Daniel Ellsberg, Ex-Vietnam War Anti-Vietnam Marine Who Published ‘Pentagon Papers’, Dies

Daniel Ellsberg, the man who moved in 1971 to The New York Times “The Pentagon Papers,” a series of classified Pentagon reports about US involvement in Vietnam between the end of World War II and 1967. Ellsberg was a former Marine and military analyst at the RAND Corporation (an American study) whose 1960s fueled opposition to the war. He was 92 years old, and last February, according to a statement from his family, he was diagnosed with pancreatic cancer. He died At his home in Kensington, California.

“U.S.-Vietnam Relations, 1945-1967,” later renamed by the press the “Pentagon Papers,” was commissioned by Secretary of Defense Robert S. McNamara in 1967 and turned over to the US administration in 1968. A study showed that four administrations, from Truman to Johnson, actually lied to public opinion and became more and more involved in a disastrous military campaign while hiding from the people and from Congress that the chances of victory were slim. .

At that point, Ellsberg, one of the report’s authors, tried to persuade some members of Congress to make the report public, but all refused.
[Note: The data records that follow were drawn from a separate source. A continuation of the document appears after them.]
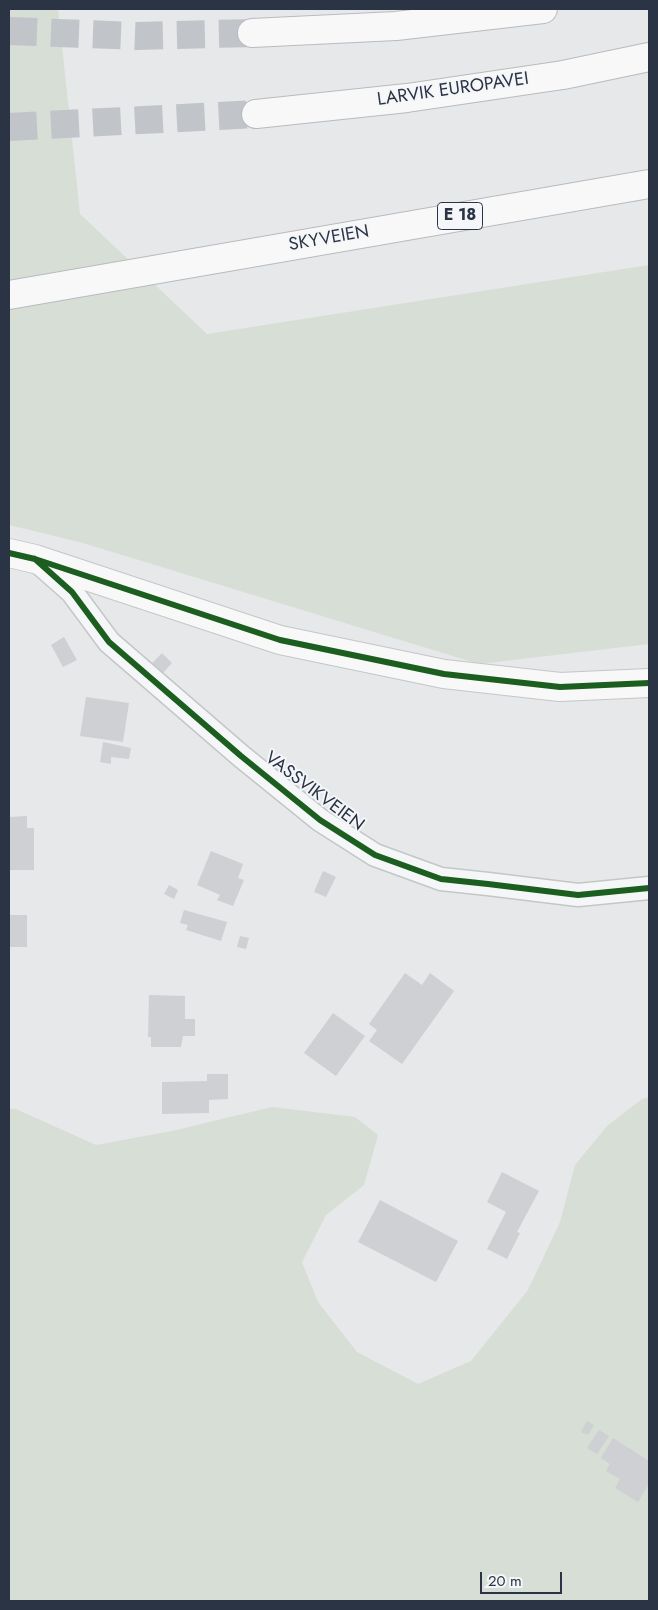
<!DOCTYPE html>
<html>
<head>
<meta charset="utf-8">
<style>
  body { margin:0 }
  #map { position:relative; width:658px; height:1610px; overflow:hidden; background:#e6e8ea; font-family:Jost,sans-serif }
  canvas { display:block }
  .frame { position:absolute; inset:0; border:10px solid #2b3445; pointer-events:none }
  .scale { position:absolute; left:480px; top:1572px; width:82px; height:22px; box-sizing:border-box; border:2px solid #2b3445; border-top:0; padding-left:6px; font-size:15px; line-height:18px; white-space:nowrap; color:#2b3445; -webkit-text-stroke:4px #f4f6f9; paint-order:stroke }
</style>
</head>
<body>
<div id="map">
<canvas width="658" height="1610"></canvas>
<div class="frame"></div>
<div class="scale">20 m</div>
</div>
<script>
const g = document.querySelector('canvas').getContext('2d');
g.lineJoin = 'round';
function fillPath(path, color) {
  g.fillStyle = color;
  g.fill(path, 'evenodd');
}
function poly(rows) {
  const path = new Path2D();
  for (const r of rows) {
    path.moveTo(r[0], r[1]);
    for (let i = 2; i < r.length; i += 2) path.lineTo(r[i], r[i + 1]);
  }
  return path;
}
function stroke(path, color, width, dash) {
  g.strokeStyle = color;
  g.lineWidth = width;
  g.lineCap = dash ? 'butt' : 'round';
  g.setLineDash(dash || []);
  g.stroke(path);
}
function drawText(font, color, halo, rows, align = 'center') {
  g.font = font + ' Jost,sans-serif';
  g.lineWidth = 4;
  g.setLineDash([]);
  g.textBaseline = 'middle';
  g.strokeStyle = halo;
  g.fillStyle = color;
  for (const [text, x, y, turn = 0] of rows) {
    g.save();
    g.translate(x, y);
    g.rotate((+turn || 0) * Math.PI / 180);
    g.textAlign = isNaN(turn) ? turn : align;
    if (halo) g.strokeText(text, 0, 0);
    g.fillText(text, 0, 0);
    g.restore();
  }
}
const green = poly([
  [9,9,58,9,80,214,207,334,649,265,649,644,479,664,83,543,9,525],
  [649,1097,649,1601,9,1601,9,1109,16,1109,96,1145,172,1131,272,1107,355,1117,378,1135,364,1185,326,1215,302,1262,318,1302,357,1352,418,1384,471,1361,528,1290,560,1222,575,1165,607,1126,642,1099]
]);
const building = poly([
  [64,637,77,660,63,667,51,645],
  [162,653,172,663,163,673,152,663],
  [86,697,129,703,123,742,80,736],
  [103,742,131,748,129,759,111,757,111,764,100,762],
  [27,816,27,828,34,828,34,870,9,870,9,817],
  [211,851,243,864,238,878,244,880,233,906,217,900,220,895,197,885],
  [323,871,336,877,326,897,314,892],
  [169,885,178,890,174,899,164,894],
  [184,910,227,922,221,941,186,930,188,925,180,923],
  [9,915,27,915,27,947,9,947],
  [240,936,249,938,246,949,237,947],
  [405,973,422,985,430,973,454,991,402,1064,369,1041,377,1030,369,1024],
  [149,995,185,996,185,1019,195,1019,195,1036,183,1036,181,1047,151,1047,151,1037,148,1037],
  [333,1013,365,1036,336,1076,304,1053],
  [207,1074,228,1074,228,1099,209,1100,209,1113,162,1114,162,1082,207,1081],
  [502,1172,539,1191,517,1232,520,1233,507,1259,487,1249,506,1212,487,1202],
  [380,1200,458,1241,436,1282,358,1242],
  [587,1421,594,1425,588,1435,581,1432],
  [599,1430,609,1436,597,1454,587,1448],
  [613,1438,649,1461,649,1484,638,1502,615,1488,620,1479,606,1471,610,1464,601,1458]
]);
const highwayTunnel = poly([
  [9,31,137,36,252,33],
  [9,127,256,114]
]);
const street = poly([
  [38,562,72,592,109,642,241,756,320,820,375,855,441,879,488,884,578,895,649,888]
]);
const secondary = poly([
  [9,553,35,559,280,640,444,674,560,687,649,683]
]);
const highway = poly([
  [252,33,396,26,543,9],
  [256,114,407,98,563,75,649,57],
  [9,295,649,184]
]);
const cycleway = poly([
  [9,553,35,559,280,640,444,674,560,687,649,683],
  [35,559,72,592,109,642,241,756,320,820,375,855,441,879,488,884,578,895,649,888]
]);
const shields = [
  [460,216,45]
];
const shieldNames = [
  ["E 18",460,216]
];
const streetNames = [
  ["LARVIK EUROPAVEI",453,90,-8],
  ["SKYVEIEN",329,239,-10],
  ["VASSVIKVEIEN",314,792,37]
];
fillPath(green, '#d6ded6');
fillPath(building, '#ced0d3');
stroke(highwayTunnel, '#c1c4c9', 28, [28, 14]);
stroke(street, '#c4c6c8', 25);
stroke(secondary, '#c4c6c8', 30);
stroke(highway, '#b8bbbf', 30);
stroke(street, '#f5f6f7', 22);
stroke(secondary, '#f8f8f8', 28);
stroke(highway, '#f8f8f8', 28);
stroke(cycleway, '#1b5e20', 6);
for (const [x, y, w] of shields) {
  const box = new Path2D();
  box.roundRect(x - w / 2, y - 13.5, w, 27, 4);
  g.fillStyle = '#f4f6f9';
  g.fill(box);
  stroke(box, '#2b3445', 1);
}
drawText('bold 16px', '#2b3445', null, shieldNames);
drawText('18px', '#2b3445', '#f4f6f9', streetNames);
</script>
</body>
</html>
Then he turned to journalist Neil Sheehan, who had covered Vietnam before and was critical of the war’s continuation. Ellsberg secretly photographed the report, page by page, with the help of his 13-year-old son and 10-year-old daughter: the report had a total of 7,000 pages.

The publication of the “Pentagon Papers” allowed public opinion to learn about some military actions about which the administrations did not give news: it concerned the bombings of Cambodia and Laos and the raids on the coasts of North Vietnam. Publication of the material led to numerous protests and a series of lawsuits. Richard Nixon, who was president of the United States in 1971, accused Ellsberg and one of his aides, Anthony Russo, of treason. Ellsberg was later acquitted, after it became known that aides to President Nixon had illegally investigated him, to discredit him. In recent years, Ellsberg has written several books and has been actively campaigning for government transparency and against nuclear weapons.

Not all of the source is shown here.